The mental gymnastics folks here (and elsewhere on the Internet) go through to justify keeping 100% human powered bicycling out of the rugged backcountry is nothing short of shocking. "Ooooohhh... I was backpacking and I had to say hi to a mountain biker for 4 seconds as s/he passed me. My backpacking trip was ruined because I didn't want to see *ANY* humans!!!!!"
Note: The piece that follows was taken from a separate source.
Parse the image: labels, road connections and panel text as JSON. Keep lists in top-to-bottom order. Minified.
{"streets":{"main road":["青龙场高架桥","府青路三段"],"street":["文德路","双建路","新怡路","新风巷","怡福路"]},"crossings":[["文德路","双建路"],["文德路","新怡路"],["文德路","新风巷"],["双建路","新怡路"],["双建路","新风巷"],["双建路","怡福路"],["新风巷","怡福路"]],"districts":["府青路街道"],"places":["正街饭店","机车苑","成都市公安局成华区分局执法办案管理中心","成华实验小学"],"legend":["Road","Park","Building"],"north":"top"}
Trail runners "shrink" Wilderness. So do horses. /faceinpalm


----------



## figofspee (Jul 19, 2018)

Empty_Beer said:


> The mental gymnastics folks here (and elsewhere on the Internet) go through to justify keeping 100% human powered bicycling out of the rugged backcountry is nothing short of shocking. "Ooooohhh... I was backpacking and I had to say hi to a mountain biker for 4 seconds as s/he passed me. My backpacking trip was ruined because I didn't want to see *ANY* humans!!!!!"
> 
> Trail runners "shrink" Wilderness. So do horses. /faceinpalm


The only thing that ends up being shrunk is personal choice.

One can legally fly over any Wilderness area in a matter of minutes if their goal is to shrink the Wilderness. Even then, while flying over Wilderness my head was glued to Window and I truly felt like I was connecting with the Forest in a way that is different then before.
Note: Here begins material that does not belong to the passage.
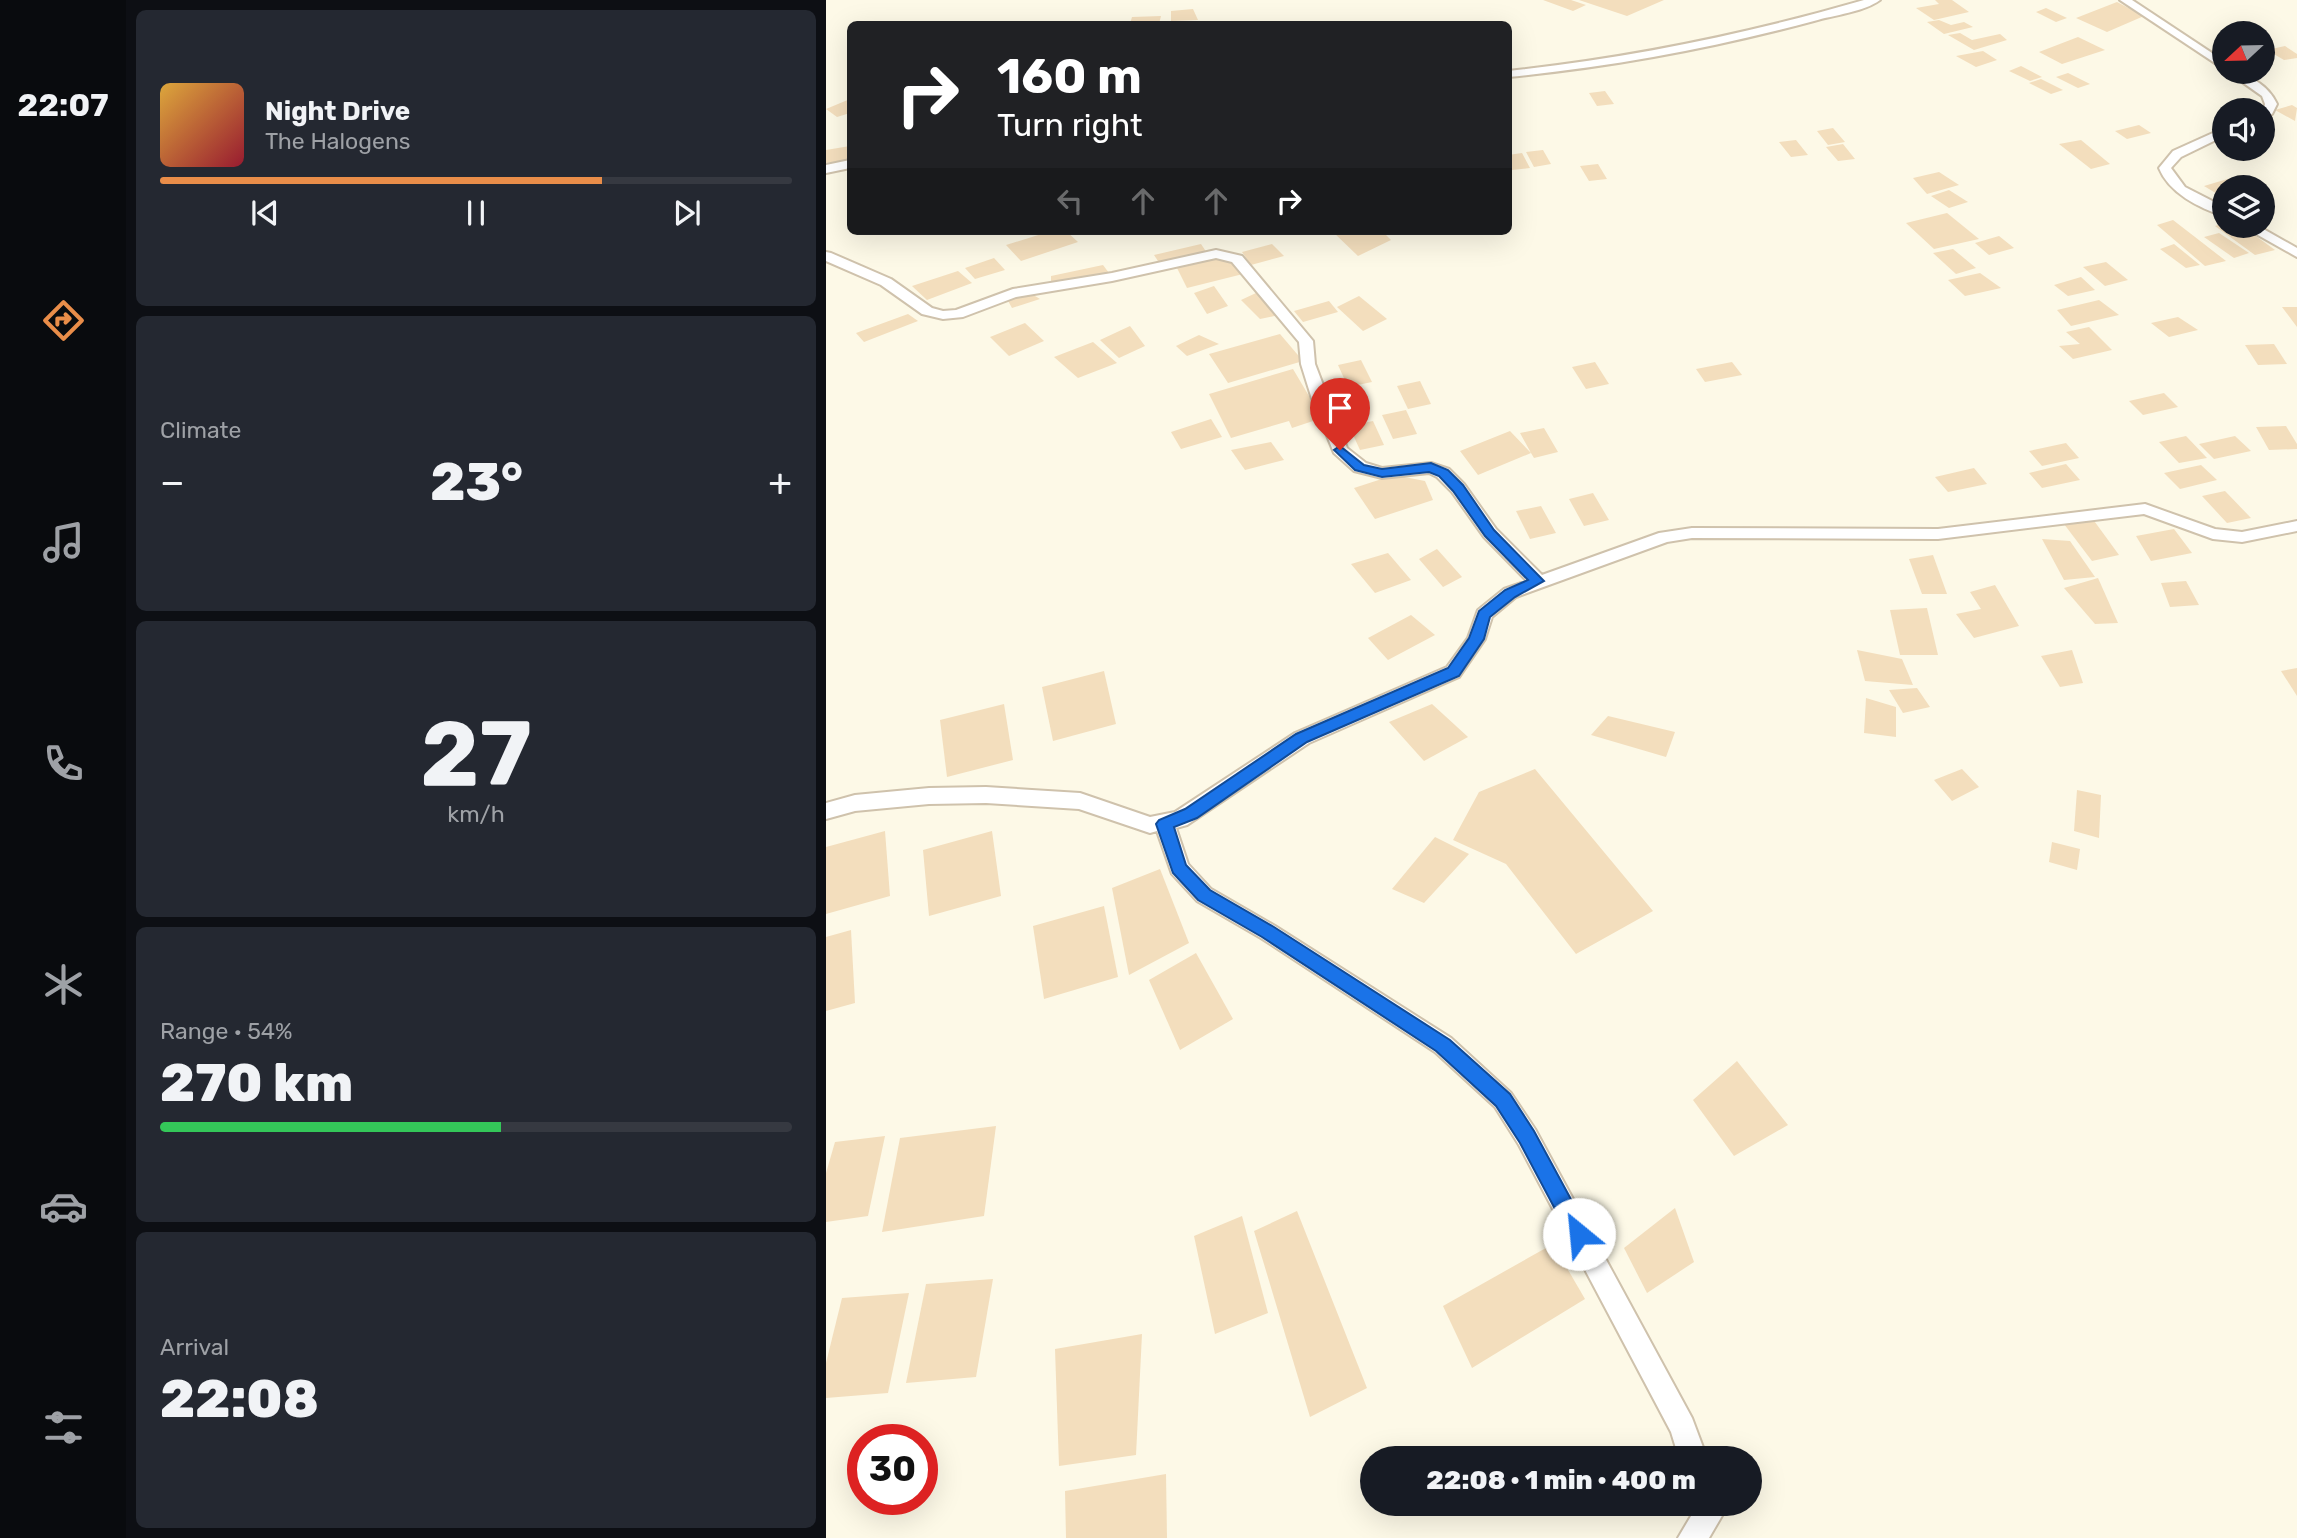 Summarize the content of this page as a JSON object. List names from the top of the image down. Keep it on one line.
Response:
{"north":"left","page":{"tabs":"22:07","turn":["160 m","Turn right"],"song":["Night Drive","The Halogens"],"tile":["Climate",["27","km/h"],["Range · 54%","270 km"],["Arrival","22:08"]],"heat":["−","23°","+"],"limit":"30","trip":"22:08 · 1 min · 400 m"}}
There are several ways to shrink a wild land like;
Deforestation
Selling off to landowners who kick out the public with construction or fencing.
Confine the public to one particular use so they see only one part of it and tons of people occupy that space.

Come to think of it, bikes (eBikes) don`t shrink Wilderness for me, they expand it!


----------



## life behind bars (May 24, 2014)

figofspee said:


> The only thing that ends up being shrunk is personal choice.
> 
> One can legally fly over any Wilderness area in a matter of minutes if their goal is to shrink the Wilderness. Even then, while flying over Wilderness my head was glued to Window and I truly felt like I was connecting with the Forest in a way that is different then before.
> 
> ...


Whens the last time our widerness lands were sold off? Deforested?


----------



## figofspee (Jul 19, 2018)

life behind bars said:


> Whens the last time our widerness lands were sold off? Deforested?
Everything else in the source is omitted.